14. Par une lettre du 22 avril 2016, le Gouvernement a demandé à la Cour de déclarer la présente requête irrecevable sur le fondement de l’article 35 §§ 1 et 4 de la Convention eu égard aux modifications apportées en droit interne – notamment par le décret ministériel du 25 janvier 2016 – aux compétences de la commission d’indemnisation instituée par la loi no 6384 relative au règlement, par l’octroi d’une indemnité, de certaines requêtes introduites devant la Cour. Il s’est exprimé comme suit à ce sujet :

« La Cour, dans son arrêt pilote Ümmihan Kaplan c. Turquie, avait constaté qu’il existait en Turquie un problème tant structurel que systémique en ce qui concerne l’exigence relative au délai raisonnable au sens de l’article 6 § 1 de la Convention (Ümmihan Kaplan c. Turquie, §§ 48 et 49, 20 mars 2012).

Consécutivement à l’arrêt pilote, une Commission d’Indemnisation a été instaurée avec pour objectif de résoudre certaines requêtes introduites devant la Cour européenne des droits de l’homme par l’octroi d’[une] indemnité (loi no 6384). Cette loi a créé une nouvelle voie de recours pour les allégations de durée excessive de la procédure. La Cour, dans sa décision du 26 mars 2013 concernant la requête no 4860/09 de Müdür Turgut et autres c. Turquie et sa décision du 4 juin 2013 concernant la requête no 56125/10 de Demiroğlu et autres c. Turquie, a conclu à l’irrecevabilité de la requête pour non-épuisement des voies de recours internes au motif que la nouvelle voie de recours était une voie de recours effective et accessible et offrait aux requérants des perspectives raisonnables de redressement de leurs griefs concernant la durée excessive de la procédure au sens de l’article 6 § 1 de la Convention.

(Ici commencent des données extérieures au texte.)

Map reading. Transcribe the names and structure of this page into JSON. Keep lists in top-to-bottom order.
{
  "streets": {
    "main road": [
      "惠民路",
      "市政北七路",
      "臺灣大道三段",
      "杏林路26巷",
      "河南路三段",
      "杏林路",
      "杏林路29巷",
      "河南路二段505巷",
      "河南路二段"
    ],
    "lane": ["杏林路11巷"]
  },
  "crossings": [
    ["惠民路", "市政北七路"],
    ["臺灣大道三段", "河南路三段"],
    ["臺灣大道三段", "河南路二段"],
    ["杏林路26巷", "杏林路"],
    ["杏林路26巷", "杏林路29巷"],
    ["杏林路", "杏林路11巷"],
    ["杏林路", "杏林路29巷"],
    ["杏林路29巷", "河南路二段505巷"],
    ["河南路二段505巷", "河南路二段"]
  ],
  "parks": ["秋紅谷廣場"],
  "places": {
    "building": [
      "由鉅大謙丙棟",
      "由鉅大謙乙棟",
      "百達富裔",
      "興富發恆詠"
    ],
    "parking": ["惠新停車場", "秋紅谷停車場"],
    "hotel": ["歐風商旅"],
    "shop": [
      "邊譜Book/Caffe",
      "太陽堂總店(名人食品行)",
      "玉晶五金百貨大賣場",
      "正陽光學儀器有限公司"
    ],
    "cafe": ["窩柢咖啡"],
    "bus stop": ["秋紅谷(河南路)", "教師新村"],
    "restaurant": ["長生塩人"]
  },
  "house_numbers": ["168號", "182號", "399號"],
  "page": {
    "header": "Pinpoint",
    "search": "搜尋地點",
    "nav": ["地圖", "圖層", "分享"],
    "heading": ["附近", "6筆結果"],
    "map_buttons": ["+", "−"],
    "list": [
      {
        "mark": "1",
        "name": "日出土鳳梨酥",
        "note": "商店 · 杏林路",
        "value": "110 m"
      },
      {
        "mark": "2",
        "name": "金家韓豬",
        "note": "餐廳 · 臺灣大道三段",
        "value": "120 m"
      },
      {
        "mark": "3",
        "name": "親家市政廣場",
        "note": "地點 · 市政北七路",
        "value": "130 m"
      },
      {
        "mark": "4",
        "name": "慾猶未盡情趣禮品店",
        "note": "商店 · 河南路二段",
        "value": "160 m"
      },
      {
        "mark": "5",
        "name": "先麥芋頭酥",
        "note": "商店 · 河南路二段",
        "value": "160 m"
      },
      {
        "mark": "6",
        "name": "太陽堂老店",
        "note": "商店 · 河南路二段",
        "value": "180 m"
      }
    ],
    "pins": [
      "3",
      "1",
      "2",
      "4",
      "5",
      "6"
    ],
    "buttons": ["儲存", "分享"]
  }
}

La Cour a également noté que la loi no 6384 était applicable à toutes les requêtes pendantes devant elle, soumises avant le 23 septembre 2012 et non encore communiquées au Gouvernement. De même, dans ses décisions telles que Müge Sargın (20236/06), Mahmut Bacak et 44 autres requêtes (18904/09), la Cour a indiqué que la loi no 6384 était applicable [aux] requêtes communiquées au Gouvernement ainsi qu’aux requêtes déclarées irrecevables en raison de l’existence de la Commission en tant que nouveau recours interne.

Comme la Cour a conclu que la Commission constituait un recours accessible en Turquie, le Gouvernement a entamé un processus d’élargissement de la compétence de la Commission d’indemnisation en vertu de la loi no 6384. La compétence de la Commission a été élargie par un décret ministériel du 10 février 2014 (J.O. du 16 mars 2014). Ensuite, elle a été élargie par le décret ministériel du 25 janvier 2016 no 206/8509 (J.O. du 9 mars 2016). Dorénavant, la Commission d’indemnisation est compétente, entre autre[s], pour conna[î]tre des affaires concernant les zones forestières. En effet, selon l’article 4 a), la Commission d’Indemnisation est compétente pour conna[î]tre des requêtes introduites en alléguant une violation du droit de propriété en raison de l’annulation du titre de propriété en application de l’article 2/B de la loi no 6831 du 31 août 1956 ou de la constatation lors des travaux du cadastre que le bien en question se trouvait dans le domaine forestier.

Par conséquent, les requérants ont à leur disposition une nouvelle voie de recours interne. Ils peuvent dorénavant s’adresser à la Commission d’indemnisation pour demander réparation. »

V. LA DÉCISION DE LA COUR

15. En ce qui concerne la demande du Gouvernement de déclarer la requête irrecevable sur le fondement de l’article 35 §§ 1 et 4 de la Convention, la Cour note d’emblée que la requête a déjà été déclarée recevable dans son arrêt au principal du 23 mars 2010 (point 1 du dispositif).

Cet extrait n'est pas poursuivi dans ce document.